C'était un combat risqué. Il avait lu, s'était documenté et
savait que tant que son esprit ne se rendait pas compte de
l'intrusion dans sa tête, le système réagissait normalement. À
partir du moment où son cerveau se rendait compte qu'on le
contrôlait, le corps se défendait contre un intrus et le
détruisait, coûte que coûte. Il comprenait pourquoi Dumbledore
avait voulu cacher la possession de ses rêves à Lily. Cependant, en
le sachant, James avait pu la sauver d'un suicide et d'un
étranglement. Bien que pour la dernière tentative, l'échec ne
tenait qu'au fait que Stella lui ait grossièrement ordonné de la
tuer, avec une haine qui n'était pas la sienne. Il aurait tué Lily
sans réfléchir. Cette dernière pensée le reconnecta à la «
réalité », il fallait tenter le tout pour le tout, Lily était
encore fragile.
James
ferma alors les yeux et commença à monter un mur mental, brique par
brique. Il reprenait la méthode apprise dans des livres de
légilimancie. Il continuait d'agrandir le mur en vérifiant la
solidité des blocs précédents, étape par étape.
_
Je peux savoir ce que tu fais ?! demanda Stella vivement. Je ne te
laisserais pas partir, tu m'entends !
Une
douleur se créa au niveau de ses tempes et il eut du mal à rester
concentré sur l'image de son mur.
_
C'est... comme ça... que tu... m'aimes... Stella ? souffla-t-il
difficilement.
_
C'est une sorcière ! Elle t'a droguée, tu ne peux même pas t'en
passer ! Tu vas rester ici James, tu verras, ça ira mieux. Je vais
te soigner, maintenant arrête de me repousser.
Il
ne l'écouta pas et continua à construire son mur, créant une
deuxième épaisseur. Une sorte de lourdeur s'installa dans le bas de
ses jambes et le Maraudeur se rendit compte qu'il ne pouvait plus
bouger. Il ne s'y attarda cependant pas, concentrant toutes ses
forces sur la construction de son rempart.
_
James...
La
pression autour de ses tempes s'accentua et se propagea sur le devant
du crâne, créant une horrible pression. Il perdit le fil de sa
construction et préféra s'assurer de la solidité de ses briques.

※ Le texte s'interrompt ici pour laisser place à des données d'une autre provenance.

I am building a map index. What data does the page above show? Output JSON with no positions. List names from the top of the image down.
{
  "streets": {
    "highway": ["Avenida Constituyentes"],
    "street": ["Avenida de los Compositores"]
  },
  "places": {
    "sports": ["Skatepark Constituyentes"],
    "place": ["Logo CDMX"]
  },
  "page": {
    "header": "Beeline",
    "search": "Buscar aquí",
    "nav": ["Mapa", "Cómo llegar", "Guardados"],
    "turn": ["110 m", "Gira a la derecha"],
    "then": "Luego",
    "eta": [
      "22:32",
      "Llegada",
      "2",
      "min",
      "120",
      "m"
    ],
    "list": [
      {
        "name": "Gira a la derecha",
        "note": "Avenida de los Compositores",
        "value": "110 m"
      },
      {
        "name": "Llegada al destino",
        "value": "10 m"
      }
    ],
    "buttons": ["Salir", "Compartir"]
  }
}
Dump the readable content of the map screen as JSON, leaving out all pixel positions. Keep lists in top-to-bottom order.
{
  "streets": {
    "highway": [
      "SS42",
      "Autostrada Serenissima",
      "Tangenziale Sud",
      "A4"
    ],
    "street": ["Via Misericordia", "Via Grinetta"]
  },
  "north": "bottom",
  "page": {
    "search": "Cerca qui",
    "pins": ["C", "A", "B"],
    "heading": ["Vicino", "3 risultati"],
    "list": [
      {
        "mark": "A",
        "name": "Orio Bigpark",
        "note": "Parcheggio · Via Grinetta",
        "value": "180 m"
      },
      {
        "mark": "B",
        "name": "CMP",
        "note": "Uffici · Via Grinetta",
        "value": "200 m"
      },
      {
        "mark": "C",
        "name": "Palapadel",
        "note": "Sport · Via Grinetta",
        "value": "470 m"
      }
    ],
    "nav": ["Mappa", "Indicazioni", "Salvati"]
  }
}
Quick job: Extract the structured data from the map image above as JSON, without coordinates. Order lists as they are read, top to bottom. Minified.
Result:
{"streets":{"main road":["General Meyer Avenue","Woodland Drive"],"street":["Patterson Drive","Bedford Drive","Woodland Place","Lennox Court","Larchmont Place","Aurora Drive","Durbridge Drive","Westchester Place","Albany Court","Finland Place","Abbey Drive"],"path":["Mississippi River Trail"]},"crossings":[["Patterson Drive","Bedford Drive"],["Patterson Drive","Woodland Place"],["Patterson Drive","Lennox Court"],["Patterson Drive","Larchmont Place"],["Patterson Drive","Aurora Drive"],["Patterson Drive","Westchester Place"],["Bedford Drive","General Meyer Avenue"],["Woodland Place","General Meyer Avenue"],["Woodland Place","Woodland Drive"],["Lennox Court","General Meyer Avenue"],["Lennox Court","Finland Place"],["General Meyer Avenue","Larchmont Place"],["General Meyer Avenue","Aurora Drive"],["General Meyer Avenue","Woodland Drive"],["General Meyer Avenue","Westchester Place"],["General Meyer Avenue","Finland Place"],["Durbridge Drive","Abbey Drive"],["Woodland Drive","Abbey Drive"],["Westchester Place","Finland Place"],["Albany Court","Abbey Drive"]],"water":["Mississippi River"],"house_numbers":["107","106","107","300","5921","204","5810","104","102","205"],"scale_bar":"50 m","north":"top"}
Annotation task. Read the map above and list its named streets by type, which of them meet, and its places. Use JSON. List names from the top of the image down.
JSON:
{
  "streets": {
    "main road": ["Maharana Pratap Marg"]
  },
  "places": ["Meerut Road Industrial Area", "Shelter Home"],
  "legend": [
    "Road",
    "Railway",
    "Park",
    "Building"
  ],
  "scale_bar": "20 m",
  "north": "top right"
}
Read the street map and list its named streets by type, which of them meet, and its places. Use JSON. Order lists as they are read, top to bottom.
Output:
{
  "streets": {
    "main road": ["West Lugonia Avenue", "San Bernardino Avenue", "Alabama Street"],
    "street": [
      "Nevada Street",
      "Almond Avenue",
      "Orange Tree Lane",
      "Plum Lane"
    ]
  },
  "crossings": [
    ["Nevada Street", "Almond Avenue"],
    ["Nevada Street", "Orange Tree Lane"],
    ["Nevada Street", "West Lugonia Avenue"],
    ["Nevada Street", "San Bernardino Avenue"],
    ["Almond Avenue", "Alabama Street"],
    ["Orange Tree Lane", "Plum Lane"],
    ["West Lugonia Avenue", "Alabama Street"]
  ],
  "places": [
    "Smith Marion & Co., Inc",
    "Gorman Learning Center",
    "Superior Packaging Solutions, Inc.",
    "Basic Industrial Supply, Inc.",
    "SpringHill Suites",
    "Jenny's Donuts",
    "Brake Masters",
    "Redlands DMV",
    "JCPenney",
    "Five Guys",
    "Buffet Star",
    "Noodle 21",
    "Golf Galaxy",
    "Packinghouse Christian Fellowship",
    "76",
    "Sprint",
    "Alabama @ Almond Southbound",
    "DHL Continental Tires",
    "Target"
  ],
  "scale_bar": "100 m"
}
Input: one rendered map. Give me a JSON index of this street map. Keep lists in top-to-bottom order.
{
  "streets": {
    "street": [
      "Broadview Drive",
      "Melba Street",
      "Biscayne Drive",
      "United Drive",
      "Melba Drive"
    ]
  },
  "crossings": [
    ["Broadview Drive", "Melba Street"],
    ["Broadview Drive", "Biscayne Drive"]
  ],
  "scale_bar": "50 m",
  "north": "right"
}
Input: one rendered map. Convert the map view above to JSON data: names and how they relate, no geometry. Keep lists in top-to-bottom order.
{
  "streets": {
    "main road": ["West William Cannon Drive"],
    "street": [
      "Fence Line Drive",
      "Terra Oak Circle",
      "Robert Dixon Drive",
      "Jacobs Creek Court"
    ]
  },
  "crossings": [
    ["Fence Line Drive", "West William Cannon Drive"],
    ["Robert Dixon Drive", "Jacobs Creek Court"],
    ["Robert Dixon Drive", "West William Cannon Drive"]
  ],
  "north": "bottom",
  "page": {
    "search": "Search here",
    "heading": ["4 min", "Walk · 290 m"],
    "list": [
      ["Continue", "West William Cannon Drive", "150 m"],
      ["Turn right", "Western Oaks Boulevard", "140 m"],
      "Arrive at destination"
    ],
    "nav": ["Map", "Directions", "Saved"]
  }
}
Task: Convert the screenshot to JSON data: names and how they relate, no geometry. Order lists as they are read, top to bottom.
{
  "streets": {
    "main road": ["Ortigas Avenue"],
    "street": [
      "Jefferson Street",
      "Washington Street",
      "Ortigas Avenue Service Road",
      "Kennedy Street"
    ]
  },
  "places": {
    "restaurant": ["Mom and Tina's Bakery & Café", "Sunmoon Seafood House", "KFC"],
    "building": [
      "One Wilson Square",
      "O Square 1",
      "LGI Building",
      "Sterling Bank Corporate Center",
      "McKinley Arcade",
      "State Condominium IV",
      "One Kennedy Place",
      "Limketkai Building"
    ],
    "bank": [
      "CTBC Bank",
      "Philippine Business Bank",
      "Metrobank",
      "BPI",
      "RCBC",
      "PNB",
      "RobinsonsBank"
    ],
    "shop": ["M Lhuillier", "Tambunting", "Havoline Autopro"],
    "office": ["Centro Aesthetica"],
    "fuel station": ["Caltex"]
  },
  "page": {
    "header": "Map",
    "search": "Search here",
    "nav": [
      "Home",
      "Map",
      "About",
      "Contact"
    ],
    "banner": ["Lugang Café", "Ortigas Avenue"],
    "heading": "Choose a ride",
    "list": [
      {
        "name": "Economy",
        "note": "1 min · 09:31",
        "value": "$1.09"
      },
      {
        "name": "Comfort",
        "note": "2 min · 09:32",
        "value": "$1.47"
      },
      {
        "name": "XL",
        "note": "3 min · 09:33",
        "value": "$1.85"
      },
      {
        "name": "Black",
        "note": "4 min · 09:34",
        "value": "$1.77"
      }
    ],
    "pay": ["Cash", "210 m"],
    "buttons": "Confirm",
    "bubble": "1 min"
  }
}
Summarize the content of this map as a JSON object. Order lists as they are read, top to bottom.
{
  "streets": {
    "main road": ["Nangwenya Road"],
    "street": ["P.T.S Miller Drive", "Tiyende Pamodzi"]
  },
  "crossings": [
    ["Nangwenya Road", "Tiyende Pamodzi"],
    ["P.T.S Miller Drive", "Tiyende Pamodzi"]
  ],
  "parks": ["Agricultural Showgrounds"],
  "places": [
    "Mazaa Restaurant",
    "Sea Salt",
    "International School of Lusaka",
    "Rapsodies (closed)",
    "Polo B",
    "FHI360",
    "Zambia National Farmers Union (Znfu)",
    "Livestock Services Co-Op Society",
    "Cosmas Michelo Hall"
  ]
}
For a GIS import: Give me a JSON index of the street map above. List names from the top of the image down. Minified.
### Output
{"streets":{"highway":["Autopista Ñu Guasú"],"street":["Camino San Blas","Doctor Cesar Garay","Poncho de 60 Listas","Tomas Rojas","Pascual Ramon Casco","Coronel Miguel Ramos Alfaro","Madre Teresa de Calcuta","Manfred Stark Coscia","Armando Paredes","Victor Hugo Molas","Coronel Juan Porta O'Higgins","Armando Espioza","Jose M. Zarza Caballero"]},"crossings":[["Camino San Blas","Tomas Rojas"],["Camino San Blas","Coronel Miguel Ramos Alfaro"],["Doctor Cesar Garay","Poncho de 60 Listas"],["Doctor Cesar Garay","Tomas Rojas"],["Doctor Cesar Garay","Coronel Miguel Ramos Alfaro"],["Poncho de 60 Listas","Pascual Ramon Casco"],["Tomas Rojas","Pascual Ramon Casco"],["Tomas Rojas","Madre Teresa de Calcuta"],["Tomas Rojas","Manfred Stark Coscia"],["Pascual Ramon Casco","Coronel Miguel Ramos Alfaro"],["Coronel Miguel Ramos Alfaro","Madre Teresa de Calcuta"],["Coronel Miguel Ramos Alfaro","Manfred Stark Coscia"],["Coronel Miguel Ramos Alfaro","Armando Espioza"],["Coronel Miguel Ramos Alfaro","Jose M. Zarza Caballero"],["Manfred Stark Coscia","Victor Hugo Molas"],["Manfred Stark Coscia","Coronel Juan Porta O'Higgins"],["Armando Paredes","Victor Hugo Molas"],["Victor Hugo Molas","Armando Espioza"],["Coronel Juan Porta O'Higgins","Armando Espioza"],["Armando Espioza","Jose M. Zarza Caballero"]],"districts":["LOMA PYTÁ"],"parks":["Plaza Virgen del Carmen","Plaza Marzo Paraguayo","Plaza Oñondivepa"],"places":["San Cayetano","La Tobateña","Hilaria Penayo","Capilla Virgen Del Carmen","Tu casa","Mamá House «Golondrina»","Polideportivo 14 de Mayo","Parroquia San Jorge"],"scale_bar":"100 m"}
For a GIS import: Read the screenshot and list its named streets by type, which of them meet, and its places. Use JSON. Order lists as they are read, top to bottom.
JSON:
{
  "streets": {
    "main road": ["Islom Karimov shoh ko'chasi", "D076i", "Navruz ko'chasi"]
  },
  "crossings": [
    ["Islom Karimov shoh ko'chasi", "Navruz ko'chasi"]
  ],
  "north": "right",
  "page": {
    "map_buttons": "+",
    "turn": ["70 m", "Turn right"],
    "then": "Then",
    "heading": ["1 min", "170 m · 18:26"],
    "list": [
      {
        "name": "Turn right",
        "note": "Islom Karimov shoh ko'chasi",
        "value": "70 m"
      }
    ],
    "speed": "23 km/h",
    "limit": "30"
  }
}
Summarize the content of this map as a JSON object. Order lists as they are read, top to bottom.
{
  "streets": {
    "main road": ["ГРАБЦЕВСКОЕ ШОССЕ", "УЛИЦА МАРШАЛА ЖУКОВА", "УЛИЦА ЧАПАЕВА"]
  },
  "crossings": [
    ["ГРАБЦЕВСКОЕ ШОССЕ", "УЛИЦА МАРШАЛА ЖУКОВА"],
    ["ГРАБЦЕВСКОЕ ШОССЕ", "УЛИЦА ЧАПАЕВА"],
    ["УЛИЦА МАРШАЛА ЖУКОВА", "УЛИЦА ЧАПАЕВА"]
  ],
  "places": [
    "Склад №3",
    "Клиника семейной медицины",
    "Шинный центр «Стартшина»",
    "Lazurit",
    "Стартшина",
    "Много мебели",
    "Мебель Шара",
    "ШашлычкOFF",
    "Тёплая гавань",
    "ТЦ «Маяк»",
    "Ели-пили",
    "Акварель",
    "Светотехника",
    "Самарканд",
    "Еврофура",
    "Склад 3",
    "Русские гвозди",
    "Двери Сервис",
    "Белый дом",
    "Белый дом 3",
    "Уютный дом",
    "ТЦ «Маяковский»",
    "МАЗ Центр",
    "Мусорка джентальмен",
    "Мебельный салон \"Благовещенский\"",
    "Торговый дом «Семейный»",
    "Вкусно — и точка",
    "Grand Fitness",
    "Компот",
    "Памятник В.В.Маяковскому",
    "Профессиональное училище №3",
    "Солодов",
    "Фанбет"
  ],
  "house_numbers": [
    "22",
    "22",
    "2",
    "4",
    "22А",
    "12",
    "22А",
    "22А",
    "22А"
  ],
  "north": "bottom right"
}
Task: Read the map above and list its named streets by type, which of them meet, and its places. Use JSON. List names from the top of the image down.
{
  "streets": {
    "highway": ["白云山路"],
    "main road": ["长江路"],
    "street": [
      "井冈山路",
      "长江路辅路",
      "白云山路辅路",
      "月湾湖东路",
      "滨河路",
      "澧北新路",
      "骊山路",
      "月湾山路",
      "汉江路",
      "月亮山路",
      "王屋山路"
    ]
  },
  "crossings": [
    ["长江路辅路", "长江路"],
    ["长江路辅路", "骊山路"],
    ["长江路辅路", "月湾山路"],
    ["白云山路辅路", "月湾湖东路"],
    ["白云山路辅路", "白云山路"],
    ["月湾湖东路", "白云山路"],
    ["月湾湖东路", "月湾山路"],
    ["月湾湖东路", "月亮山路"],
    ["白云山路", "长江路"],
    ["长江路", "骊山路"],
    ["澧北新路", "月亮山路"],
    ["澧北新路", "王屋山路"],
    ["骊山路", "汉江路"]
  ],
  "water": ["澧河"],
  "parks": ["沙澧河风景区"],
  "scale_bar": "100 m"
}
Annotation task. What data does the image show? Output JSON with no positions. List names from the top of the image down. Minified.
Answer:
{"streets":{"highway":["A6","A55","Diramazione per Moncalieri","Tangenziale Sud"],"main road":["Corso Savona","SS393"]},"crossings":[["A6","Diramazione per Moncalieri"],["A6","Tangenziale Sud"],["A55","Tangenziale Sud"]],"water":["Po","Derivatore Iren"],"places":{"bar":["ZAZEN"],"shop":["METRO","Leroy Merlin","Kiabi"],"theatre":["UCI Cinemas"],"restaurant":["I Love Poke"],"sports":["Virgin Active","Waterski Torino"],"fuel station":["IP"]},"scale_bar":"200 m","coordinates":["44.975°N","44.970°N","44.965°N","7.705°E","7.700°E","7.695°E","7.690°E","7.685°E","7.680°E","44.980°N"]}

Pendant la vérification, la lourdeur gagna ses genoux et James
commença à se demander ce qu'était cette chose.
_
C'est ton esprit qui est en train de tout effacer, l'informa-t-elle
posément. Plus tu te défends, plus tu perds. Il ne supporte plus le
combat que nous menons.
Le
jeune homme accéléra le placement de ses briques sans s'arrêter,
étant à sa troisième épaisseur. Il avait l'impression que sa tête
allait exploser à tout moment. Il y avait tant de pression au niveau
de son crâne, c'était insupportable. Était-on en train de lui
broyer la tête ?
James
était à deux doigts de lâcher quand subitement, tout s'arrêta. Il
s'écroula en haletant fortement. La torture qu'on lui infligeait
depuis un temps _
et qui lui semblait infini _
avait disparu, tout comme Stella. Le paysage du phare avait été
englouti par un sombre néant.
Dans
ce calme retrouvé, il eut le loisir de remarquer qu'une sensation
désagréable ne s'était pas évaporée malgré l'arrêt du broyage
de son crâne. La lourdeur gagnait même du terrain. Il ne restait
plus que sa tête qui pouvait bouger. Était-ce Stella qui
expérimentait une autre technique de torture ?
Il
n'eut pas le temps de se poser plus de question. La force l'enveloppa
dans son entièreté et James sombra dans les ténèbres.